Law No. 20,920, known as the REP Law (Extended Producer Responsibility), empowered the executive branch to establish specific regulations by product category. DS No. 22/2025 is the instrument that activates that authority for three main categories: batteries, temperature exchange devices (TEDs), and photovoltaic panels (PVPs), in addition to extending the regime to other electrical and electronic equipment (EEE). The collection targets set by the decree:

  • Batteries and accumulators in general: starting point at 3% of the volume placed on the market, scaling up to 45% by the end of the compliance period.
  • TEDs: initial target of 6%, with a cap at 30%.
  • PVPs: floor at 10%, maximum at 50%.

The base period is 24 months from publication — which places the start of the compliance period around May 2028 — with staggered increases starting from that date. But two obligations do not wait for that deadline.
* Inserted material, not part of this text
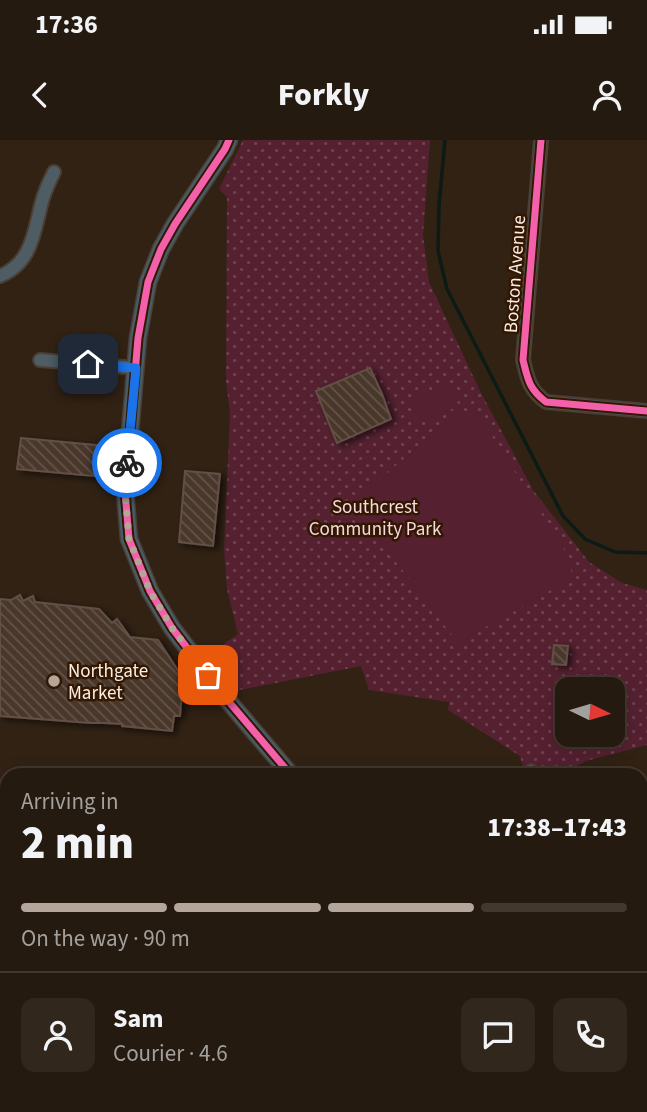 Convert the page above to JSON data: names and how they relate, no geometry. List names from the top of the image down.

Retailers whose point of sale exceeds 400 m² must immediately set up a reception point for used products, at no cost to the consumer who returns them. And batteries imported with mercury or cadmium content exceeding the limits established in the decree may not enter the market as of May 7, 2026. The decision rule is precise: not setting up the reception point or importing batteries outside the limits is not future noncompliance; it is current noncompliance.
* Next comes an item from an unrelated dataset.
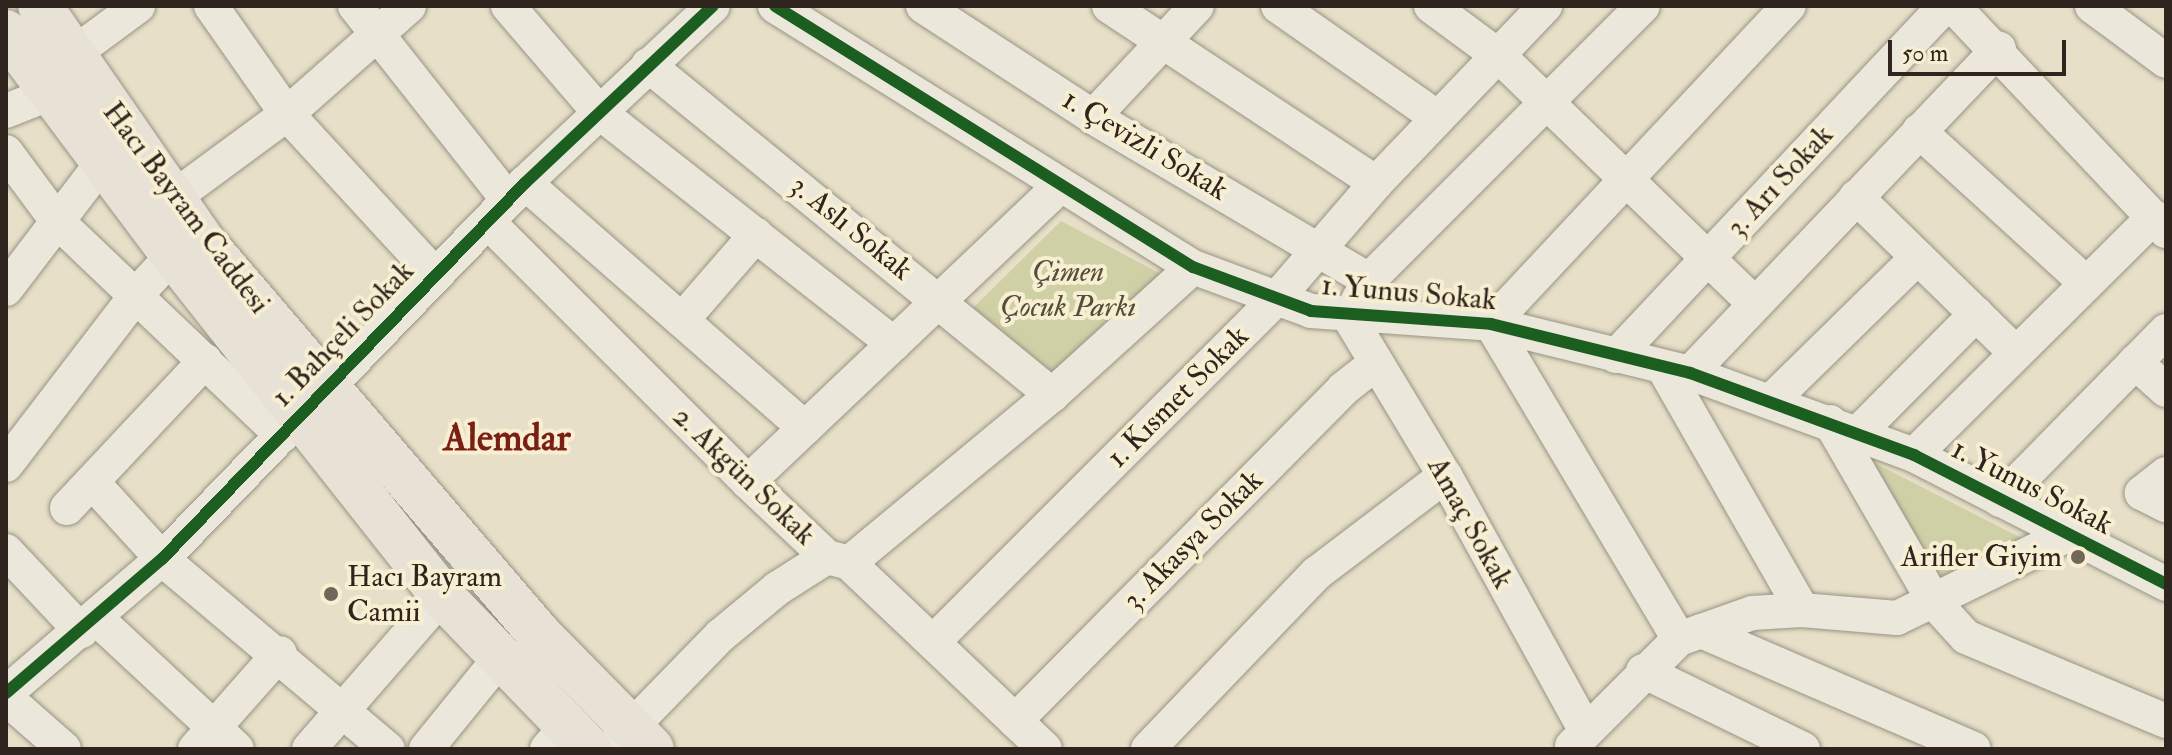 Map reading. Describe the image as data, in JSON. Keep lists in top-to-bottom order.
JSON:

What this may mean for your company

The analysis changes depending on the role your company plays in the chain. If you are a producer or importer of any of the regulated categories, the decree brings you into the management system required by the REP Law. That means registering in the Producers and Responsible Parties Registry, reporting the volume placed on the market, and meeting the collection targets within the deadlines set by the decree. The targets are not aspirational: they are compliance thresholds with legal consequences before the Superintendence of the Environment (SMA). If you are a battery importer, the obligation to comply with the mercury and cadmium limits applies from May 7, 2026. Importing products that do not comply with those limits exposes your company to customs retention, an SMA fine, and, potentially, civil liability toward distributors or buyers who receive the products. If you are a retailer with points of sale larger than 400 m², you need to set up the reception of used products. This is not a voluntary or gradual decision. The omission is enforceable from now on. The gray area left open by the decree is the exact scope of "electrical and electronic equipment" outside the named categories. The REP Law has a broad list and the regulation does not circumscribe it with surgical precision. If your company markets products on that boundary — small appliances, lighting equipment, power tools — it is worth checking whether they fall under the decree before the SMA answers that question in an inspection.

What you can do

Three actions with different time horizons:

  1. Check today whether your company falls within the categories directly regulated by DS No. 22/2025. If the answer is yes, the starting point is to register in the Producers and Responsible Parties Registry — if that has not already been done — and map the volume placed on the market during the last commercial year. That data is the basis for calculating the collection target that will apply to you in 2028.
  2. Review the import process if your company imports batteries or accumulators. The foreign trade team or customs broker must have clarity on the mercury and cadmium limits established by the decree and on the documents that will prove compliance before the National Customs Service. Without that proof, clearance may be blocked.
  3. Audit your points of sale if your company operates stores larger than 400 m². Setting up the reception point requires defining logistics, training staff, and putting in place a minimum traceability system for received products. Starting today reduces the risk of being noncompliant during an SMA inspection, which could happen at any time.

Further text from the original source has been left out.